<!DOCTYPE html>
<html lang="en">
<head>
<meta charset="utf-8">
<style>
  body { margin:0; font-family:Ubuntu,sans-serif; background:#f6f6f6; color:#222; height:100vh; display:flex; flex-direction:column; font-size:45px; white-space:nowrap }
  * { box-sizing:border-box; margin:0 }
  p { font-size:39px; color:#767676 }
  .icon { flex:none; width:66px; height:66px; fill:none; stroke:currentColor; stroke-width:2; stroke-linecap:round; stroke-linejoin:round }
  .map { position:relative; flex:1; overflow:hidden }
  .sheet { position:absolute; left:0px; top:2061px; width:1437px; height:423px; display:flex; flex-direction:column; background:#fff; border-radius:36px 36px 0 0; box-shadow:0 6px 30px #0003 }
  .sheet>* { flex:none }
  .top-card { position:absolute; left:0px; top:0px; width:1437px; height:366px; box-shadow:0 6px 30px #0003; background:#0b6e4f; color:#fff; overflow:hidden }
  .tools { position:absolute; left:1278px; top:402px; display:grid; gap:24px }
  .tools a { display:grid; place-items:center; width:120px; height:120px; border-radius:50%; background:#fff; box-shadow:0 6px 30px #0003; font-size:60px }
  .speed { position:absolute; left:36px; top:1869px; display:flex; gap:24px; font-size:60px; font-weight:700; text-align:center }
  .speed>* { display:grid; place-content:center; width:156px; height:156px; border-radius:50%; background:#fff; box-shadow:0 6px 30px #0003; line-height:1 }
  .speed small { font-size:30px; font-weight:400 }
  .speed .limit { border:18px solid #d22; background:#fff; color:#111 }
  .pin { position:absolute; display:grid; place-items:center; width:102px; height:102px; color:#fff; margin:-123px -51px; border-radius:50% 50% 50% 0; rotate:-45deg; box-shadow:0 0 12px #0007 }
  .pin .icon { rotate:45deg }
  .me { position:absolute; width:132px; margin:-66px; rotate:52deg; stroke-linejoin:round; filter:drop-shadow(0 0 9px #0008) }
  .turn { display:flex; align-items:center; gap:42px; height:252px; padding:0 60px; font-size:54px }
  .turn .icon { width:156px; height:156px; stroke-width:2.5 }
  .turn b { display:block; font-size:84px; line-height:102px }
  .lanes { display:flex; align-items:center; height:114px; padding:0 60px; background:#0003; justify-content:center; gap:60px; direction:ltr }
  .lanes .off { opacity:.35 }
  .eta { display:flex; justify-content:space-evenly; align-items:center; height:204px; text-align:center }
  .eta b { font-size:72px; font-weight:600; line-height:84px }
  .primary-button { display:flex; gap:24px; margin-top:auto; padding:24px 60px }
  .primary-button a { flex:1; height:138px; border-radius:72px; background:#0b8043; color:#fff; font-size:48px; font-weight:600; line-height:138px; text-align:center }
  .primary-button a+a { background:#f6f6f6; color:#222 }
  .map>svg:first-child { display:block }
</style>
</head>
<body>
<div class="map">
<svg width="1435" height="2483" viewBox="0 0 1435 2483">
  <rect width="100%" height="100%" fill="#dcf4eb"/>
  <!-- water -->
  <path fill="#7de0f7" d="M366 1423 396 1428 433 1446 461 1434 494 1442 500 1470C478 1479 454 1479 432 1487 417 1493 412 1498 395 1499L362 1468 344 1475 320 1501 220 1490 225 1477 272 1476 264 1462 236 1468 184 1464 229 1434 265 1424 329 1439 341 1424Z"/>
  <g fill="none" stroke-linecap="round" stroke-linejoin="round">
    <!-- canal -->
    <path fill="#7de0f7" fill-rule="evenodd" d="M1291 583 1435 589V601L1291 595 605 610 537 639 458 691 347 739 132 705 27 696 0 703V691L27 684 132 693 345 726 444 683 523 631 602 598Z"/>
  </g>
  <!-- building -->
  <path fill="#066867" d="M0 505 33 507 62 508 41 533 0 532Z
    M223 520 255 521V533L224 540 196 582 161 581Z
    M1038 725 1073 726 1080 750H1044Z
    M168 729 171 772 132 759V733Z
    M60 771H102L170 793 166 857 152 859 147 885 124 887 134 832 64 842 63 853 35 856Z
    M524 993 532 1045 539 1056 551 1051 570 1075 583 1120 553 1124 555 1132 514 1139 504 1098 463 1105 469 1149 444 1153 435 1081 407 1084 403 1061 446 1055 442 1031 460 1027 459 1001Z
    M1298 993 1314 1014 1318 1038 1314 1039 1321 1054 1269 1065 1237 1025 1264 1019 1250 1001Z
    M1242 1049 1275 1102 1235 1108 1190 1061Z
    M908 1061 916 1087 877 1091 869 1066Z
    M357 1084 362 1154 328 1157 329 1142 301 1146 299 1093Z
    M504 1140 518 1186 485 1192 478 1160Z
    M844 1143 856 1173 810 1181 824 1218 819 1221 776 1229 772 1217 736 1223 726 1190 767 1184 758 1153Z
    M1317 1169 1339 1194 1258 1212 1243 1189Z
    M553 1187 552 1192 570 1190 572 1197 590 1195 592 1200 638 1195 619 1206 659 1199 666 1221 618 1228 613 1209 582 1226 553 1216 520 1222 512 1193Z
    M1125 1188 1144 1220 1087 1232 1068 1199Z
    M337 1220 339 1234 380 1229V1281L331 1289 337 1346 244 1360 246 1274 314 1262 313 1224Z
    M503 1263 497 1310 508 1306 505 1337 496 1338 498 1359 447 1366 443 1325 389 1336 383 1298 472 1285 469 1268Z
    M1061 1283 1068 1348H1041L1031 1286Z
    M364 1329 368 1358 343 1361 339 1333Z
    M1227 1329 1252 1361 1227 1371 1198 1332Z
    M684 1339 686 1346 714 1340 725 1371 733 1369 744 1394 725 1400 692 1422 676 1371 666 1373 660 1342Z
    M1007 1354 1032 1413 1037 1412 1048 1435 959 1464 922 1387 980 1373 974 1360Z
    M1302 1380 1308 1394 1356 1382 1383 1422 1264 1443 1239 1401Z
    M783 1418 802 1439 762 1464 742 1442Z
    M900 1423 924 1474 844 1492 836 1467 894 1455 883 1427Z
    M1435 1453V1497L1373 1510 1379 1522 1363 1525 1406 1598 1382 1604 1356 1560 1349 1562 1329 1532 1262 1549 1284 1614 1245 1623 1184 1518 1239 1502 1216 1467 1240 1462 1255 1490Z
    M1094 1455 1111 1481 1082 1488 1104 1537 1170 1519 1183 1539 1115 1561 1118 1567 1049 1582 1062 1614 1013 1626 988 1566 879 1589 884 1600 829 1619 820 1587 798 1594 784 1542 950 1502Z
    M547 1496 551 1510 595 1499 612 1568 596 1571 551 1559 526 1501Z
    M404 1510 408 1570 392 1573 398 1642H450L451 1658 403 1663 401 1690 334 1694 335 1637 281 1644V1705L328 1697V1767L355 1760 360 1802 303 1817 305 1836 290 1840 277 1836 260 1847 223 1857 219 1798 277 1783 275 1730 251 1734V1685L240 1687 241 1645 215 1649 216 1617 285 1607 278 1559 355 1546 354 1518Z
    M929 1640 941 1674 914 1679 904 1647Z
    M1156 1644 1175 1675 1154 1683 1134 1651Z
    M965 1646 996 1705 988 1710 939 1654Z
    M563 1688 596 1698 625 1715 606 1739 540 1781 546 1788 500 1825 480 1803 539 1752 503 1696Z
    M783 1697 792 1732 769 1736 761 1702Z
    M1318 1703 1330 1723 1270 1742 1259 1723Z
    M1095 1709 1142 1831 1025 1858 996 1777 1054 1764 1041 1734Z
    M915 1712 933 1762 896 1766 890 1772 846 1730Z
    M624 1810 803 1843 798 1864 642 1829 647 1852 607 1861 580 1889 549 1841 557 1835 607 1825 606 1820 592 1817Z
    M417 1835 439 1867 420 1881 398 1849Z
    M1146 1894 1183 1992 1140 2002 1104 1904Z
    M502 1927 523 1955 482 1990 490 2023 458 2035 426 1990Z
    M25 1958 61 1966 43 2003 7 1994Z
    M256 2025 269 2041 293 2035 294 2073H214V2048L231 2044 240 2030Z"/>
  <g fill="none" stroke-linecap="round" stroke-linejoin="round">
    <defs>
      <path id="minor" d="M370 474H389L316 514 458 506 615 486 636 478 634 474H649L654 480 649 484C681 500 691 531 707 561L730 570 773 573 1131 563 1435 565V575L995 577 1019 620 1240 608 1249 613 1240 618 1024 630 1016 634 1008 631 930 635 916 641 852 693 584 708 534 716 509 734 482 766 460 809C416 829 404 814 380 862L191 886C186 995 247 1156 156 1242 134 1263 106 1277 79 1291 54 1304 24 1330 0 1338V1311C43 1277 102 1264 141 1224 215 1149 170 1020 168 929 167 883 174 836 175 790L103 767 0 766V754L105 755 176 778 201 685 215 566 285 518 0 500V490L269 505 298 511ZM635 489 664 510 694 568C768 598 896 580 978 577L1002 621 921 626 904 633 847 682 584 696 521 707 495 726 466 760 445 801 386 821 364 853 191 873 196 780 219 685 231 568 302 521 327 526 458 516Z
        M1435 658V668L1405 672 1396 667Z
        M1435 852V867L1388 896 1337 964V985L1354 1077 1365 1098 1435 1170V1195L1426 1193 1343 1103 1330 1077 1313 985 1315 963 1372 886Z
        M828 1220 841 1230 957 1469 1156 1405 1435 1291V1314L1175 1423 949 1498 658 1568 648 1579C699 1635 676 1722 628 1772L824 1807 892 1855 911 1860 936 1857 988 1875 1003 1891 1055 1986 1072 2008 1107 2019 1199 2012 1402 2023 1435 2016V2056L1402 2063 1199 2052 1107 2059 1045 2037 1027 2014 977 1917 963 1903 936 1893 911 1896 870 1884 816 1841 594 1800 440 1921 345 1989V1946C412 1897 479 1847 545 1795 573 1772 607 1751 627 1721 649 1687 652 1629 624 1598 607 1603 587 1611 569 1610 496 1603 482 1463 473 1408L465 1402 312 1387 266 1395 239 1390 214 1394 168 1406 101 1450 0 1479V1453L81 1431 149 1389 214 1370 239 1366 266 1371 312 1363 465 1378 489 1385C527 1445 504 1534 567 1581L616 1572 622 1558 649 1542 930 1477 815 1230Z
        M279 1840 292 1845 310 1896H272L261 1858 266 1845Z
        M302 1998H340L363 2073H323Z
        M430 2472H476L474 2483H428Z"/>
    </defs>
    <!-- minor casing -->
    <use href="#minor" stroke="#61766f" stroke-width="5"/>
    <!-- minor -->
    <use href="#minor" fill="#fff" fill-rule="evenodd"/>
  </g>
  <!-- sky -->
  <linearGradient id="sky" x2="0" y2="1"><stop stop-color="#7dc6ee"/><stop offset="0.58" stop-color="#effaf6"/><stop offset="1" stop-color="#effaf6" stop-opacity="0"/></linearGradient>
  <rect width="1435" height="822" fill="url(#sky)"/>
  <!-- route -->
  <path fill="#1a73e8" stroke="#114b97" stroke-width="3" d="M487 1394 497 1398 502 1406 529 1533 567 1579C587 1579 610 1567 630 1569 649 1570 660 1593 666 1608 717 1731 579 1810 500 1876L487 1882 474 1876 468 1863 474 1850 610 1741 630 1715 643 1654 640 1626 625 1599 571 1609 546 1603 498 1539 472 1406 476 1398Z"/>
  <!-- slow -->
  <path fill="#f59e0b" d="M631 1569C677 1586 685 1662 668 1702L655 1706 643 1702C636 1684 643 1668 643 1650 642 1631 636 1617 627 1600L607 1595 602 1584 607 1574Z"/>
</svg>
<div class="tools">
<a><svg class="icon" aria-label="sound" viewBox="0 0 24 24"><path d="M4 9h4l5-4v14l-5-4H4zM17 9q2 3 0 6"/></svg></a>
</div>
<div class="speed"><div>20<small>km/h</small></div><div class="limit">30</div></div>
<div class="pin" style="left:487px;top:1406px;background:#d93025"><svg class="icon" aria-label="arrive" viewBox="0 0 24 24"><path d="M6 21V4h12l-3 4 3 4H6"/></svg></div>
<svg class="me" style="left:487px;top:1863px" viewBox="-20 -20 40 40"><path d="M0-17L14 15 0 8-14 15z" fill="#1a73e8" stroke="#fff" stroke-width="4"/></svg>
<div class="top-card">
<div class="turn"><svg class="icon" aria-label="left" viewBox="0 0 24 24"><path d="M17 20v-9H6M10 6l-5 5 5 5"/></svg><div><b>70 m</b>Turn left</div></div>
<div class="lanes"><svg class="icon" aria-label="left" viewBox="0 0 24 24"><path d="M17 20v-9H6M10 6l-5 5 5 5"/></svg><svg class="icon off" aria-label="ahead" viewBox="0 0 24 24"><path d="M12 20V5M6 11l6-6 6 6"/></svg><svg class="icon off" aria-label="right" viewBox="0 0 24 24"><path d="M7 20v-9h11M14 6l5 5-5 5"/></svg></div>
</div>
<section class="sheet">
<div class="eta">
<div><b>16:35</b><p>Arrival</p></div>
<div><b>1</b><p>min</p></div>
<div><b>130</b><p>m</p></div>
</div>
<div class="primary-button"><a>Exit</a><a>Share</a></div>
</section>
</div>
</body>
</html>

══════════

=== Instructions for the task ===
In the material above, transcribe exactly the lines beginning at the one with "display:flex; align-items:center; height:114px;" and ending at the one with "M504 1140 518 1186 485 1192 478 1160Z", both included.

=== Answer to this problem ===
  .lanes { display:flex; align-items:center; height:114px; padding:0 60px; background:#0003; justify-content:center; gap:60px; direction:ltr }
  .lanes .off { opacity:.35 }
  .eta { display:flex; justify-content:space-evenly; align-items:center; height:204px; text-align:center }
  .eta b { font-size:72px; font-weight:600; line-height:84px }
  .primary-button { display:flex; gap:24px; margin-top:auto; padding:24px 60px }
  .primary-button a { flex:1; height:138px; border-radius:72px; background:#0b8043; color:#fff; font-size:48px; font-weight:600; line-height:138px; text-align:center }
  .primary-button a+a { background:#f6f6f6; color:#222 }
  .map>svg:first-child { display:block }
</style>
</head>
<body>
<div class="map">
<svg width="1435" height="2483" viewBox="0 0 1435 2483">
  <rect width="100%" height="100%" fill="#dcf4eb"/>
  <!-- water -->
  <path fill="#7de0f7" d="M366 1423 396 1428 433 1446 461 1434 494 1442 500 1470C478 1479 454 1479 432 1487 417 1493 412 1498 395 1499L362 1468 344 1475 320 1501 220 1490 225 1477 272 1476 264 1462 236 1468 184 1464 229 1434 265 1424 329 1439 341 1424Z"/>
  <g fill="none" stroke-linecap="round" stroke-linejoin="round">
    <!-- canal -->
    <path fill="#7de0f7" fill-rule="evenodd" d="M1291 583 1435 589V601L1291 595 605 610 537 639 458 691 347 739 132 705 27 696 0 703V691L27 684 132 693 345 726 444 683 523 631 602 598Z"/>
  </g>
  <!-- building -->
  <path fill="#066867" d="M0 505 33 507 62 508 41 533 0 532Z
    M223 520 255 521V533L224 540 196 582 161 581Z
    M1038 725 1073 726 1080 750H1044Z
    M168 729 171 772 132 759V733Z
    M60 771H102L170 793 166 857 152 859 147 885 124 887 134 832 64 842 63 853 35 856Z
    M524 993 532 1045 539 1056 551 1051 570 1075 583 1120 553 1124 555 1132 514 1139 504 1098 463 1105 469 1149 444 1153 435 1081 407 1084 403 1061 446 1055 442 1031 460 1027 459 1001Z
    M1298 993 1314 1014 1318 1038 1314 1039 1321 1054 1269 1065 1237 1025 1264 1019 1250 1001Z
    M1242 1049 1275 1102 1235 1108 1190 1061Z
    M908 1061 916 1087 877 1091 869 1066Z
    M357 1084 362 1154 328 1157 329 1142 301 1146 299 1093Z
    M504 1140 518 1186 485 1192 478 1160Z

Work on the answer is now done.